_What you are asked to do_. Could you write out all the records once more, exactly?

_Information shown_.
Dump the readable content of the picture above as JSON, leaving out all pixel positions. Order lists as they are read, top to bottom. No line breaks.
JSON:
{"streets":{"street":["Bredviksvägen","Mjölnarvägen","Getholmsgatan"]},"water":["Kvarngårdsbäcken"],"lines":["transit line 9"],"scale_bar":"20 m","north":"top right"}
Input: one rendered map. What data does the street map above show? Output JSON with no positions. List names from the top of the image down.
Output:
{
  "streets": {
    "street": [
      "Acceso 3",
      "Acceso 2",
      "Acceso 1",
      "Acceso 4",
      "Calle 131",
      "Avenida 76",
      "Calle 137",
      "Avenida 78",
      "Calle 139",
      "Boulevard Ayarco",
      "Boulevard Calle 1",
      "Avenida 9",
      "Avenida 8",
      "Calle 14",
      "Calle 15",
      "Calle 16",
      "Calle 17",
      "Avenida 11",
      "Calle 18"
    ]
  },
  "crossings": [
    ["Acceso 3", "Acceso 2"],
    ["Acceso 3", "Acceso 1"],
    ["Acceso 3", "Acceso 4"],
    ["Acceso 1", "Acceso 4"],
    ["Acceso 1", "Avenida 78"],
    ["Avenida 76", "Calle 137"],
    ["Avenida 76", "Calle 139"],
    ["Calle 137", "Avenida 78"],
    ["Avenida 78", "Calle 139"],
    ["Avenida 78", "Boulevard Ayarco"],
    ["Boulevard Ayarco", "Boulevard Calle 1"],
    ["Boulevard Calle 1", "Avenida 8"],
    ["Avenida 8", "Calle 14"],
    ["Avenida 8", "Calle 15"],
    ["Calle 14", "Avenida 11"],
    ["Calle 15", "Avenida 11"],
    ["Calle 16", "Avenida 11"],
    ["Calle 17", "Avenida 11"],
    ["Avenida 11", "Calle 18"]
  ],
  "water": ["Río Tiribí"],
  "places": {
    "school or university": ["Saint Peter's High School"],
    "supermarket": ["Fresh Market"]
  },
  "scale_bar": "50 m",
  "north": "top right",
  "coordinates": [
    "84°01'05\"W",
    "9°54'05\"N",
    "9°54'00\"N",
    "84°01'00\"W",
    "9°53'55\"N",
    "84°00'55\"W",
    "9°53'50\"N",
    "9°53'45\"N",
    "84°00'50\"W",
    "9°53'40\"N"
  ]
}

_Written answer_.
Dump the readable content of the picture above as JSON, leaving out all pixel positions. Order lists as they are read, top to bottom. No line breaks.
JSON:
{"streets":{"street":["Bredviksvägen","Mjölnarvägen","Getholmsgatan"]},"water":["Kvarngårdsbäcken"],"lines":["transit line 9"],"scale_bar":"20 m","north":"top right"}
Input: one rendered map. What data does the street map above show? Output JSON with no positions. List names from the top of the image down.
Output:
{
  "streets": {
    "street": [
      "Acceso 3",
      "Acceso 2",
      "Acceso 1",
      "Acceso 4",
      "Calle 131",
      "Avenida 76",
      "Calle 137",
      "Avenida 78",
      "Calle 139",
      "Boulevard Ayarco",
      "Boulevard Calle 1",
      "Avenida 9",
      "Avenida 8",
      "Calle 14",
      "Calle 15",
      "Calle 16",
      "Calle 17",
      "Avenida 11",
      "Calle 18"
    ]
  },
  "crossings": [
    ["Acceso 3", "Acceso 2"],
    ["Acceso 3", "Acceso 1"],
    ["Acceso 3", "Acceso 4"],
    ["Acceso 1", "Acceso 4"],
    ["Acceso 1", "Avenida 78"],
    ["Avenida 76", "Calle 137"],
    ["Avenida 76", "Calle 139"],
    ["Calle 137", "Avenida 78"],
    ["Avenida 78", "Calle 139"],
    ["Avenida 78", "Boulevard Ayarco"],
    ["Boulevard Ayarco", "Boulevard Calle 1"],
    ["Boulevard Calle 1", "Avenida 8"],
    ["Avenida 8", "Calle 14"],
    ["Avenida 8", "Calle 15"],
    ["Calle 14", "Avenida 11"],
    ["Calle 15", "Avenida 11"],
    ["Calle 16", "Avenida 11"],
    ["Calle 17", "Avenida 11"],
    ["Avenida 11", "Calle 18"]
  ],
  "water": ["Río Tiribí"],
  "places": {
    "school or university": ["Saint Peter's High School"],
    "supermarket": ["Fresh Market"]
  },
  "scale_bar": "50 m",
  "north": "top right",
  "coordinates": [
    "84°01'05\"W",
    "9°54'05\"N",
    "9°54'00\"N",
    "84°01'00\"W",
    "9°53'55\"N",
    "84°00'55\"W",
    "9°53'50\"N",
    "9°53'45\"N",
    "84°00'50\"W",
    "9°53'40\"N"
  ]
}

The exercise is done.